A Nova Scotia family is frustrated with a lack of answers about whether a former Canadian soldier got proper help for severe mental-health problems in the months before he fatally shot three members of his family and himself.
Afghanistan war veteran Lionel Desmond, 33, killed his 52-year-old mother Brenda, his wife Shanna, 31, and their 10-year-old daughter Aaliyah, in the family's Upper Big Tracadie, N.S., home on Jan. 3.
Desmond's family has provided CBC News with documents that offer a glimpse into the year leading up to the deaths.
Still, many of the family's questions remain unanswered.
According to a medical assessment obtained by CBC News, a Fredericton family doctor determined Desmond was "non-suicidal and stable" and that he had "no concerns for firearms usage" in February 2016, three months after Desmond's wife called RCMP to report her husband was threatening to harm himself with a gun.
It's not clear from the documents the status of any gun licence Desmond might have had at the time, but the assessment was done for New Brunswick's Chief Firearms Office.

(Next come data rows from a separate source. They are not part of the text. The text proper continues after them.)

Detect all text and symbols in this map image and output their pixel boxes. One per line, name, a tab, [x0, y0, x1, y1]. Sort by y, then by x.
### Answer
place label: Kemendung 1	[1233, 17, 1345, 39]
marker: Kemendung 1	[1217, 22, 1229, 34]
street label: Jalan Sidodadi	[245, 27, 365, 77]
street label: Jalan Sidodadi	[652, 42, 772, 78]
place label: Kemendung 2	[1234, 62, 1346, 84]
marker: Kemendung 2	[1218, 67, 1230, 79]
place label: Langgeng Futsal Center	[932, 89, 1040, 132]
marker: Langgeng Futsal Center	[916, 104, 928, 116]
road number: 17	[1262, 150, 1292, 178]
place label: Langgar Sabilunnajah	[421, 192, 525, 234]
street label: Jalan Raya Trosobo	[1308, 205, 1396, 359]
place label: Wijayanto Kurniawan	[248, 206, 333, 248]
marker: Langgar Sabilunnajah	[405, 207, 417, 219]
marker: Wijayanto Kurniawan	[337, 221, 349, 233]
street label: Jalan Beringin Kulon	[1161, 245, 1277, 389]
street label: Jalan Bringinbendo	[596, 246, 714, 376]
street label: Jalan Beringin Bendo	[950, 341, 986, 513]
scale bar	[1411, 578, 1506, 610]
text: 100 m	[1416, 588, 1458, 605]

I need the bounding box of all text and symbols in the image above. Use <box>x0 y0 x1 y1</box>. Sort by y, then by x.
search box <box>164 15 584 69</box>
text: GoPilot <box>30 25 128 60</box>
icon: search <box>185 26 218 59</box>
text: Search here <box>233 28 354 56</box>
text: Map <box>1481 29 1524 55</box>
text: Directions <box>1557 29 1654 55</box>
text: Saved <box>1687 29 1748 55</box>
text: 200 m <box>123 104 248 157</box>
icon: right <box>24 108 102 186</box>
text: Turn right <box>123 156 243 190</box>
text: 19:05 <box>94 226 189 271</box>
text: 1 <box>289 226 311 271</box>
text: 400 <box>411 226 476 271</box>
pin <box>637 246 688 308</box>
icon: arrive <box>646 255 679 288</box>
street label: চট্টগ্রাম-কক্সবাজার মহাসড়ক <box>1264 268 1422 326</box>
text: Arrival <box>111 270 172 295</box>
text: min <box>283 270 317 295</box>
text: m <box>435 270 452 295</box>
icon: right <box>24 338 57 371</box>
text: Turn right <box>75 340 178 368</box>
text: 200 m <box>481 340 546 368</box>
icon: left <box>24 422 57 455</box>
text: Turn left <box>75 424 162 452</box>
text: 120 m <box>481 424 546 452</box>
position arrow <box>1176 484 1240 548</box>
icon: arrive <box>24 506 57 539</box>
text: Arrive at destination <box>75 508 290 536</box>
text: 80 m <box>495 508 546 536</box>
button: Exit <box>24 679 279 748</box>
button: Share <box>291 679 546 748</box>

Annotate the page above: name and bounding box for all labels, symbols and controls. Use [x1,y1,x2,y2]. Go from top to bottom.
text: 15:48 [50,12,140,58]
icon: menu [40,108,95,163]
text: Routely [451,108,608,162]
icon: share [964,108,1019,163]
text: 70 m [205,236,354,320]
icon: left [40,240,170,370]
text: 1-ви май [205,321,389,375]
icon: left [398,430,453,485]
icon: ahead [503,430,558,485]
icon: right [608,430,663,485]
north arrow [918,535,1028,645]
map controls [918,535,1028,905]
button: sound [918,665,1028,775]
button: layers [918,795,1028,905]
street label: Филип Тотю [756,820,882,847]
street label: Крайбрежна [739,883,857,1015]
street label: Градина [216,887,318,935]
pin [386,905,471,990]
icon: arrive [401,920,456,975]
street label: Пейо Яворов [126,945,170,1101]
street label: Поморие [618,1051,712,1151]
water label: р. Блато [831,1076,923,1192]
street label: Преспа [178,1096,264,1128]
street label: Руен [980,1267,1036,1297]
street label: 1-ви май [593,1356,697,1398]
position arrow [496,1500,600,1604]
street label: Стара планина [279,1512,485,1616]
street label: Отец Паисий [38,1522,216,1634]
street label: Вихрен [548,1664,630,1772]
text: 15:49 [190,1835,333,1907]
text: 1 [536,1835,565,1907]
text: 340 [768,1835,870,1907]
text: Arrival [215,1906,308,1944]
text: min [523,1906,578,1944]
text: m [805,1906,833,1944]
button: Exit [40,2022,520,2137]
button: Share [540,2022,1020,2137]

Firearms officers in each province have the power under federal legislation to revoke a person's firearms licence if they believe the person could harm him or herself or others, based on evidence from medical professionals, police and others.
What changed in those final months
Dr. Paul Smith, the doctor who signed off on the form, told CBC News that Desmond was stable and doing "extremely well" at the time. He had suicidal thoughts in the past, he said, but improved after he began using medical marijuana.
Desmond had served in the war in Afghanistan in 2007 and suffered from post-traumatic stress disorder.
The doctor lost contact with Desmond in the spring of 2016, after the former soldier sought treatment in Ontario and then moved to Nova Scotia.
Smith is struggling to piece together what changed in Desmond's life in those final months.
"We were shocked and saddened, like everybody," Smith said in an interview with CBC News.
"My initial thoughts were, 'He was doing so well. What happened?'"
Desmond threatened to self-harm
On Nov. 27, 2015, RCMP in New Brunswick received a call from Shanna Desmond stating that her husband had sent her text messages saying he was on his way to the garage and was going to use a firearm to harm himself, according to the medical assessment signed by Smith.
'He told her to say goodbye to their daughter and that he would see her in heaven.' - Desmond's medical assessment
At the time, he was living in New Brunswick while his wife and daughter were living in Nova Scotia.
"He is a military veteran and has PTSD. He told her to say goodbye to their daughter and that he would see her in heaven," the assessment said.
"Police attended the residence; our client met with them and said he did not have any intention of hurting himself, but that he was very depressed. He is concerned for his wellbeing. He was driven to the hospital, where he was seen by a doctor."
RCMP in New Brunswick declined a CBC News request for comment on the incident.
No concerns that Desmond posed risk
On the medical assessment form, Smith checked off that he had no concerns that Lionel Desmond posed a safety risk to himself or others.
The form was also signed by Joe Roper, an area firearms officer with New Brunswick's Department of Public Safety, on Jan. 20, 2016.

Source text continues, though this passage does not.